After Nicéphore Niépce, the second application using asphalt for making photogravures dates from
3 July 1852 when Barreswill, Davanne, Lemercier and Lerebours obtained a patent for "an application of photography to lithography and, by extension, to zincography and even to engraving".

This technique is rather similar to Niépee's early work in
1824. However, the powdered asphalt is dissolved in an ether solution that was much more diluted than Niépce's. The layer that was spread on the stone was very thin and because of the granularity of the stone does not form "a glaze, but what engravers call a grain. When one looks at the stone through a magnifying glass, one sees that the whole surface of the layer of varnish has regular cracks and furrows at the points where the stone was laid bar"'.

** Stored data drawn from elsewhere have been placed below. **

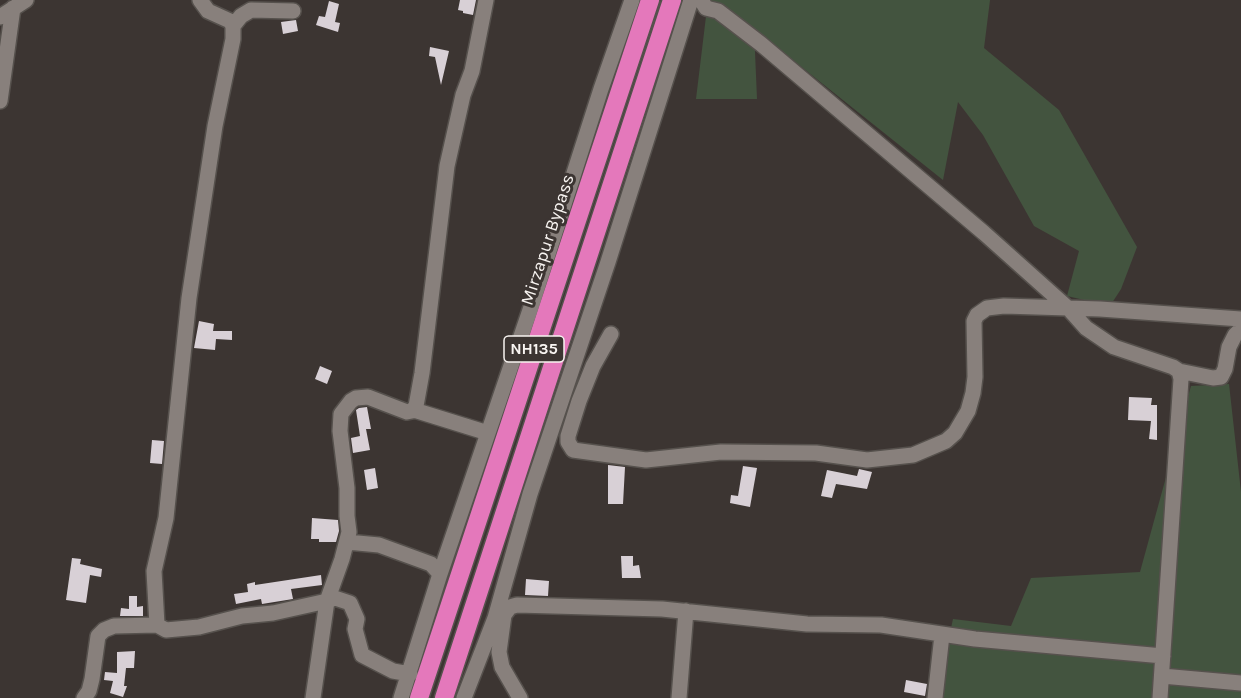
<!DOCTYPE html>
<html>
<head>
<meta charset="utf-8">
<style>
	body { margin:0 }
	canvas { display:block; background:#3c3532 }
</style>
</head>
<body>
<canvas width="1241" height="698"></canvas>
<script>
const context = document.querySelector('canvas').getContext('2d');
context.lineJoin = 'round';
function fill(path, color) { context.fillStyle = color; context.fill(path, 'evenodd'); }
const poly = rows => new Path2D(rows.map(r => 'M' + r).join(''));
function strokePath(path, color, width, dash) { context.strokeStyle = color; context.lineWidth = width; context.lineCap = dash ? 'butt' : 'round'; context.setLineDash(dash || []); context.stroke(path); }
function write(font, color, halo, rows, align = 'center') {
  context.font = font + ' Karla,sans-serif'; context.lineWidth = 6; context.setLineDash([]); context.textBaseline = 'middle'; context.strokeStyle = halo; context.fillStyle = color; for (const [text, x, y, turn = 0] of rows) {
    context.save(); context.translate(x, y); context.rotate((+turn || 0) * Math.PI / 180); context.textAlign = isNaN(turn) ? turn : align; if (halo) context.strokeText(text, 0, 0); context.fillText(text, 0, 0); context.restore();
  }
}
const green = poly([
	[708,0,990,0,984,48,1059,110,1137,247,1121,289,1110,306,1067,296,1079,251,1034,226,983,135,958,102,943,180,754,29,757,99,696,99],
	[1229,384,1241,492,1241,698,936,698,953,619,1011,626,1031,578,1140,572,1191,386]
]);
const building = poly([
	[460,0,476,0,473,15,463,13,463,11,458,10],
	[329,1,339,4,335,22,340,23,338,32,316,25,319,16,325,17],
	[296,20,298,31,283,34,281,22],
	[430,47,449,51,441,85,435,57,429,56],
	[199,321,214,324,213,331,232,331,232,340,216,339,215,350,194,348],
	[320,366,332,371,327,384,315,379],
	[1129,397,1152,398,1151,405,1157,405,1157,440,1149,439,1151,421,1128,420],
	[367,407,371,429,366,429,370,450,353,453,351,438,360,436,356,410,359,408],
	[152,440,164,441,162,464,150,463],
	[608,465,625,467,623,504,608,504],
	[743,466,757,468,750,507,730,503,731,495,738,496],
	[375,468,378,488,367,490,364,470],
	[859,469,872,472,867,489,836,484,832,498,821,496,827,470,857,476],
	[312,518,338,520,339,531,336,542,319,542,319,539,311,539],
	[621,556,633,556,633,566,639,565,641,578,622,578],
	[72,558,81,559,80,564,102,569,101,577,90,575,86,603,66,600],
	[321,575,322,585,291,589,293,599,262,604,261,599,236,604,234,594,248,592,247,584,255,582,255,585],
	[526,579,549,581,548,596,525,595],
	[129,596,137,596,137,607,143,606,143,616,120,616,121,608,129,609],
	[135,651,134,668,126,668,124,686,127,686,123,697,110,693,113,681,104,680,105,672,117,673,117,652],
	[906,680,927,684,925,696,904,692]
]);
const minor = poly([
	[701,0,706,8,718,11,761,44,984,233,1069,309,1086,328,1114,347,1173,367,1179,371,1181,379,1160,698],
	[0,17,26,0],
	[233,26,241,16,251,10,293,11],
	[0,101,13,8],
	[611,334,593,366,579,401,568,436,568,442,573,450,646,460,721,452,816,453,867,460,913,455,946,441,955,433,968,411,973,393,975,377,974,321,977,315,987,308,1004,306,1100,309,1241,319],
	[1179,371,1213,378,1221,377,1225,369,1229,347,1235,335,1241,329],
	[414,410,488,433],
	[347,542,379,545,431,564,440,574],
	[157,625,154,571,166,518,189,298,215,126,233,39,233,26,230,21,208,11,200,0],
	[1162,676,1241,683],
	[84,698,89,691,92,679,98,636,104,630,114,626,157,625,166,630,199,627,242,616,273,613,327,601,335,598,350,603,357,619,355,629,362,655,393,671,410,674],
	[313,698,327,601,342,559,349,532,347,516,347,488,340,431,341,414,351,401,356,398,368,397,407,412,412,411,416,406,422,373,447,166,463,95,472,71,486,0],
	[401,698,440,574,531,307,601,89,632,0],
	[464,698,495,618,530,494,608,262,691,0],
	[520,698,502,667,499,652,504,615,510,607,517,605,662,609,807,624,881,625,975,639,1163,656],
	[679,698,686,611],
	[935,698,942,635]
]);
const highway = poly([
	[419,698,650,0],
	[444,698,672,0]
]);
const shields = [
	[534,349,60]
];
const shieldNames = [
	["NH135",534,349]
];
const streetNames = [
	["Mirzapur Bypass",548,240,-72]
];
fill(green, '#43543f');
fill(building, '#d8d0d6');
strokePath(minor, '#56514d', 18);
strokePath(highway, '#56514d', 21);
strokePath(minor, '#88807c', 15);
strokePath(highway, '#e478bb', 18);
for (const [x, y, w] of shields) { const box = new Path2D(); box.roundRect(x - w / 2, y - 13, w, 26, 4.5); context.fillStyle = '#3c3532'; context.fill(box); strokePath(box, '#f8f4f1', 1.5); }
write('bold 16px', '#f8f4f1', null, shieldNames);
write('18px', '#f8f4f1', '#3c3532', streetNames);
</script>
</body>
</html>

This figure shows the profile of the layer around one of these grainy points :




When exposing a negative, the more transparent it is the more light the asphalt layer will receive and consequently will harden more deeply. Around each grain the thickness of the insoluble part of the asphalt layer is a function of the amount of light received. During revealing, the area of asphalt that will be dissolved in the hollow spaces between the grains decreases as a function of the light received. When there is a great deal of light the asphalt points are larger than in areas where there was less light.

When the stone is engraved with acid around these points, consequently cleaned of their asphalt, one obtains large points where the negative received a great deal of light (the black parts in the original). The surface of these points will receive the printer's ink transferred from the press to paper with a darker hue than for those zones where the points were small.

In 1947, L. P. Clerc stated that this technique "was used until only recently in various colour lithography plants". What is unusual about this technique is that it works with a dull discontinuous layer of very tightly packed granules rather than with a varnish. This method facilitates the reproduction of continuous shading which correctly apportions the spread of ink as a result of the fineness of the granulation.